To describe Vale of Leven as favourites to win the Scottish Cup on Saturday 17 March 1877 is as much an understatement as saying football had caught the imagination of the general public ever so slightly. True, the Vale had never lifted the trophy, but the previous season they had been considered unfortunate to be knocked out of the competition at the semi-final stages following a narrow 2–1 loss to Queen’s Park, prompting the editors of the Scottish Football Annual that summer to conclude that the rest of the Scottish game, in particular Vale of Leven and Third Lanark, were quickly catching up with the Hampden giants. The men from Alexandria had caused a sensation in the fifth round by handing Queen’s Park their first defeat on Scottish soil after a decade of existence. Furthermore, experienced players such as Alex McLintock, John McGregor, John Ferguson, John McDougall and John Baird had already been capped for their country – Moses McNeil and Tom Vallance were the only two Scotland players in the Rangers team at that time and the latter had only won his first two caps in the fortnight before the Final. Vale of Leven had age and physical presence on their side, not to mention that morale-boosting win over the greatest club of them all. The rain had fallen ankle deep on the Hampden playing surface that historic Saturday afternoon of 30 December 1876 as the men from Alexandria celebrated their 2–1 win over Queen’s Park to take them into the semi-final. However, subsequent events threatened to dampen the feelgood factor of their sensational victory.
The following Tuesday, several Queen’s Park members were strolling over the playing surface and noticed suspicious marks in the turf that looked as if they had come from spiked boots, which were strictly forbidden at the time. As a result, Queen’s Park wasted no time in dispatching a delegation of two men to the lodgings of various Vale players with a request to see the footwear worn three days earlier. They first called upon the home of John Ferguson and although he was out, his wife invited the visitors into their home and produced her husband’s boot bag. As luck would have it – or, from the point of view of Queen’s Park, bad fortune – the bag also contained the boots of teammate Bobby Paton and there was not a spike in sight. Undeterred, they marched on to the home of another player, John McGregor.
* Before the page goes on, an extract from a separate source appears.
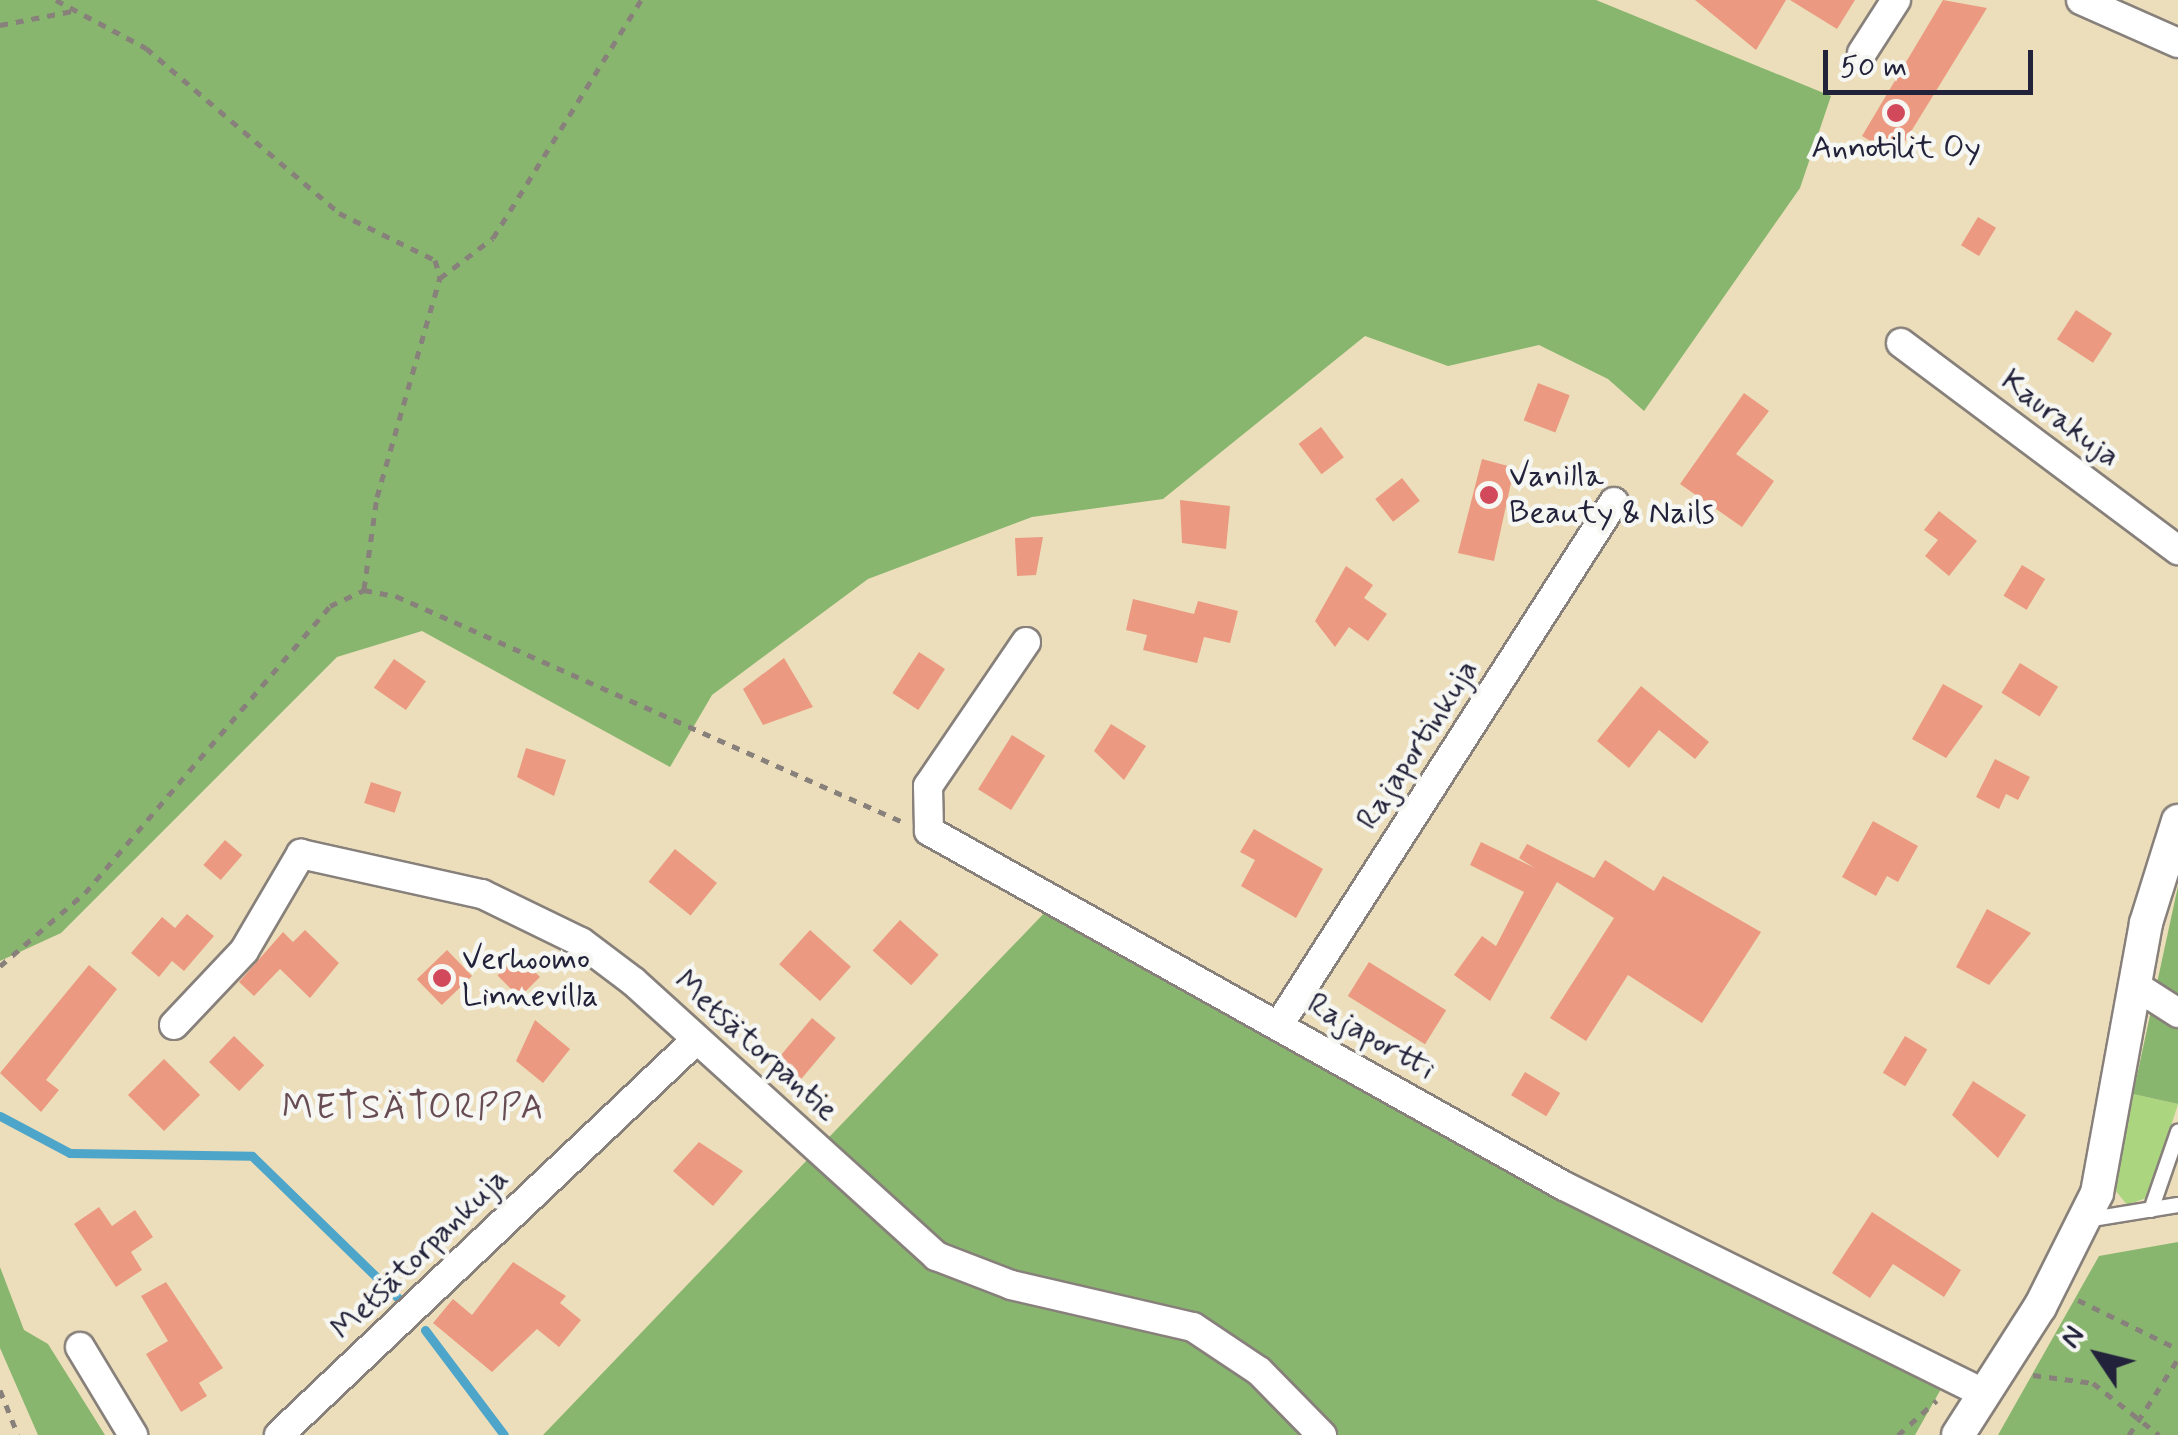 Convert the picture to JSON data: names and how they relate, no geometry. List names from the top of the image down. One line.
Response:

Initially, he mistook their arrival as a show of bonhomie to welcome the New Year and uncorked a bottle as the three men toasted the arrival of 1877. However, when the true nature of their business became clear McGregor threw his unspiked boots at their feet in disgust and swore bitterly that he regretted ever proffering a dram in the first place. He was not alone in being incensed. The Vale committee pointed out that the holes on the Hampden pitch were various sizes and more consistent with marks from the tip of a shooting stick or umbrella, which had been carried by at least one umpire. One newspaper correspondent mischievously suggested the markings were made by crows, which thrived in the district, and the game was forever after known as the ‘Crows’ Feet’ match. There was no replay and Vale went on to meet Rangers following a 9–0 demolition of Ayr Thistle in the semi-final, adding to victories in the earlier rounds against Third Lanark, Vale of Leven Rovers, Helensburgh and Busby.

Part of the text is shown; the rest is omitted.